4. What would you tell someone debating on changing their arm angle?

A lot of pitchers are afraid to try something new. I would tell them that you will never know until you go for it. Often they are afraid they are going to "lose" what they do over the top or whatever but the truth is that they can always go back. Another problem is that pitchers assume that they are forever a reliever if they drop down and that's not true. Sometimes it takes desperation to try something new.


5. Are there any mechanical tips that you'd give to someone throwing sidearm/submarine?

Don't overhaul the way you throw the ball if you drop down and adjust your torso to angle with your arm. Your arm follows your body and if you lower your arm and stay upright you will put a tremendous amount of stress on your arm and could injure yourself. Practice flat ground work and figure out exactly where the proper slot is for you to throw consistently and effectively. A softball is a great teaching aid to help a pitcher "ride it out" with their arm to get the proper extension from down there. (Be careful with the amount and intensity of the throws with the softball as it is a different type of stress on your arm...use it to get the feel out in front and then add a regular baseball).

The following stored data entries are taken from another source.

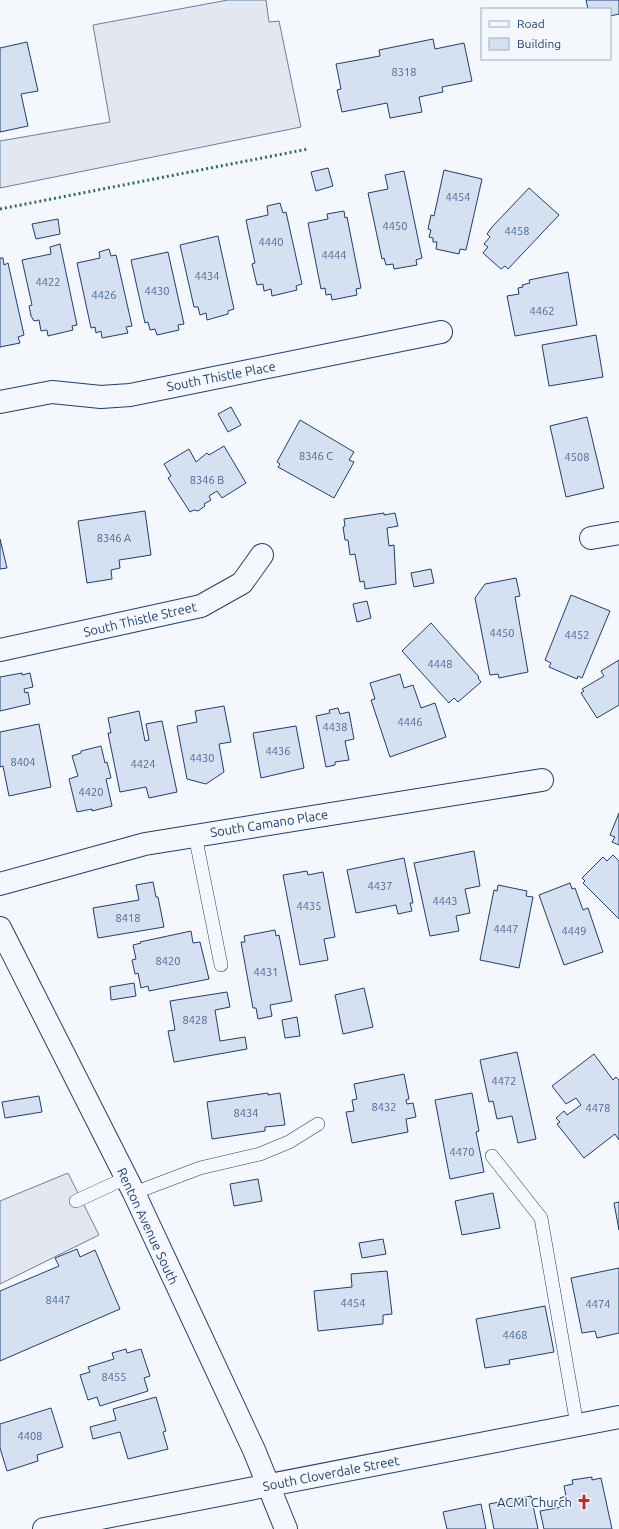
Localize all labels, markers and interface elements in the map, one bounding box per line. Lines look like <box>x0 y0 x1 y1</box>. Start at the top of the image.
legend <box>481 8 611 60</box>
text: Road <box>517 17 545 30</box>
text: Building <box>517 37 561 50</box>
house number: 8318 <box>392 66 416 78</box>
house number: 4454 <box>446 191 470 203</box>
house number: 4450 <box>383 220 407 232</box>
house number: 4458 <box>505 225 529 237</box>
house number: 4440 <box>259 236 283 248</box>
house number: 4444 <box>322 249 346 261</box>
house number: 4434 <box>195 270 219 282</box>
house number: 4422 <box>36 276 60 288</box>
house number: 4430 <box>145 285 169 297</box>
house number: 4426 <box>92 289 116 301</box>
house number: 4462 <box>530 305 554 317</box>
street label: South Thistle Place <box>165 359 277 393</box>
house number: 8346 C <box>299 450 333 462</box>
house number: 4508 <box>565 451 589 463</box>
house number: 8346 B <box>190 474 224 486</box>
house number: 8346 A <box>97 532 132 544</box>
street label: South Thistle Street <box>82 599 198 639</box>
house number: 4450 <box>490 627 514 639</box>
house number: 4452 <box>565 629 589 641</box>
house number: 4448 <box>428 658 452 670</box>
house number: 4446 <box>398 716 422 728</box>
house number: 4438 <box>323 721 347 733</box>
house number: 4436 <box>266 745 290 757</box>
house number: 4430 <box>190 752 214 764</box>
house number: 8404 <box>11 756 35 768</box>
house number: 4424 <box>131 758 155 770</box>
house number: 4420 <box>79 786 103 798</box>
street label: South Camano Place <box>209 807 329 839</box>
house number: 4437 <box>368 880 392 892</box>
house number: 4443 <box>433 895 457 907</box>
house number: 4435 <box>297 900 321 912</box>
house number: 8418 <box>116 912 140 924</box>
house number: 4447 <box>494 923 518 935</box>
house number: 4449 <box>562 925 586 937</box>
house number: 8420 <box>156 955 180 967</box>
house number: 4431 <box>254 966 278 978</box>
house number: 8428 <box>183 1014 207 1026</box>
house number: 4472 <box>492 1075 516 1087</box>
house number: 8432 <box>372 1101 396 1113</box>
house number: 4478 <box>586 1102 610 1114</box>
house number: 8434 <box>234 1107 258 1119</box>
house number: 4470 <box>450 1146 474 1158</box>
street label: Renton Avenue South <box>115 1166 181 1286</box>
house number: 8447 <box>46 1294 70 1306</box>
house number: 4454 <box>341 1297 365 1309</box>
house number: 4474 <box>586 1298 610 1310</box>
house number: 4468 <box>503 1329 527 1341</box>
house number: 8455 <box>102 1371 126 1383</box>
house number: 4408 <box>18 1430 42 1442</box>
street label: South Cloverdale Street <box>262 1453 400 1493</box>
church icon: ACMI Church <box>575 1493 593 1511</box>
place label: ACMI Church <box>497 1495 572 1509</box>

6. What pitches did you throw?

I threw fastball, curve, slider and change over the top...From down low, I only threw the fastball and slider.


7. How did you pitch to lefties/righties?

I stayed over the top to right handed hitters. I varied versus lefties but at times dropped down and threw both away and in with my fastball. The slider was mainly away and down when I threw it but I liked to freeze the lefties with the drop down FB on the outside corner, especially if they didn't know I had it.


8. Lastly what was your favorite part about pitching from down there?

My favorite thing was when I could make a good left handed hitter look bad from down there. Sometimes after I got them out down there, I could get a lot more mileage from over the top with the rest of the lineup.